A Packer Backer Priest In Mexico

By Bill Dean

 

 

packerI recently had lunch with Father Brendan McKeough at St. Norbert College in De Pere, Wisconsin. He turns 92 next Armistice Day. Father Brendan no longer strays too far from the Abbey, but he regularly celebrates Mass for the many Mexicans in Green Bay’s Norbertine parish. He is a Packer die-hard who, given the chance, would beatify Don Hutson. Brendan also has an insatiable appetite for learning. He reads about a book a week, mostly history, a passion passed down from his mother, who spent a lifetime teaching in a one- room school house.

Upon graduation from high school in Fond du Lac, Wisconsin, Brendan moved in with his grandparents, who provided him with room and board for $2.50 a week while he studied accounting at St. Norbert. But WW II was raging so he had to take a break from college. Brendan next found himself in basic training at Camp Wheeler in Georgia. It was there, at a Mass, he got a real whiff of social wrongdoing. Six pews were roped off “FOR COLOREDS ONLY.” He was outraged - but that was just the beginning. He was then shipped off to the South Pacific where it was one shock after the other. He witnessed black sailors relegated to waiting on tables. He saw Filipinos still exploited in the rice paddies, a reminder to him of a remark about “Our Little Brown Brothers.” (The paternalistic remark was coined by William Howard Taft, but it later took on racial overtones.)

Brendan returned to St. Norbert in 1946 and one year later completed a degree in accounting. But he knew then that he had to do more than shuffle numbers for the rest of his life. So it was a monumental day for him in 1948 - and a tearful day for many young ladies - that he announced he would be entering the priesthood. Brendan was ordained in 1953.

He went on to decades of juggling a teaching career in De Pere with caring for his beloved mother who, in 1988, died at age 97. As Father Brendan put it, “The Lord then gave me a special message.” It came to him in the guise of a “World Hunger” brochure advertising a retreat in Cuernavaca, Mexico. At first Father Brendan didn’t grasp from whom the heavenly message came. He glanced at the brochure and threw it in a wastepaper basket. The Lord intervened once more: Brendan’s cleaning lady did not empty the basket. Father Brendan took another look. This time he got the message right. He not only went to Mexico - he stayed 13 years. Most of that time was spent in Cuernavaca with side trips to Mayan communities in Guatemala.

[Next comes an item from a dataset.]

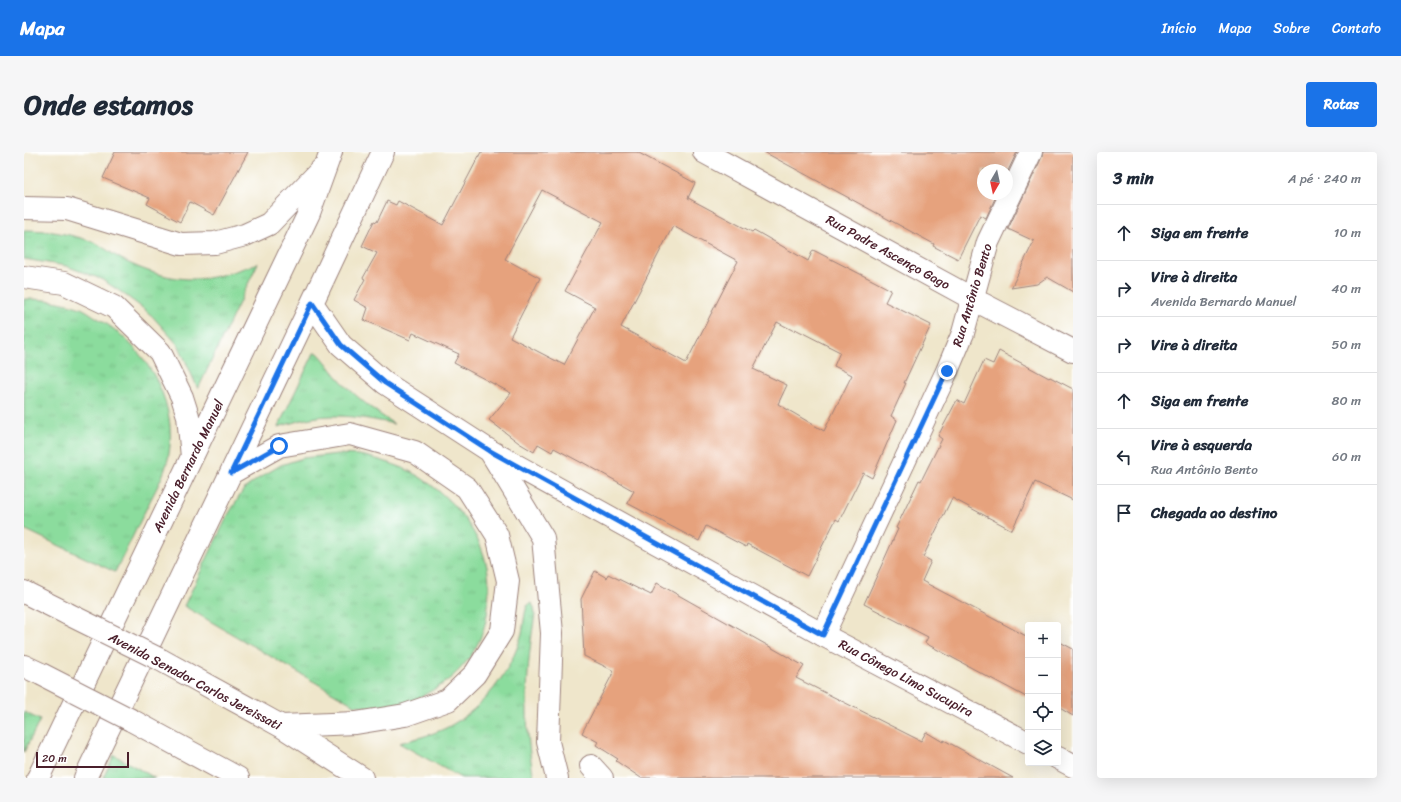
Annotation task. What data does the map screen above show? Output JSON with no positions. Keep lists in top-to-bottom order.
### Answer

Cuernavaca is about 55 miles south of Mexico City. Parts of it are upscale. But upscale people were not Father Brendan’s kind. So he sought out his kind of people near Cuernavaca’s bus station. Hidden from view by landscaping is a shantytown called La Estación where thousands of Mexico’s poorest, mostly from rural areas, struggle to survive while looking for work. Father Brendan walked the slum alleys. What he saw were dirt floors and children everywhere. No signs of electricity and no running water.

It didn’t take Father Brendan long to get drawn into the miseries of this shantytown and to acquaint himself with the people who had no choice but to live there. He heard stories from exploited wives and abused girls. Who else but a priest could they talk to? And listen he did.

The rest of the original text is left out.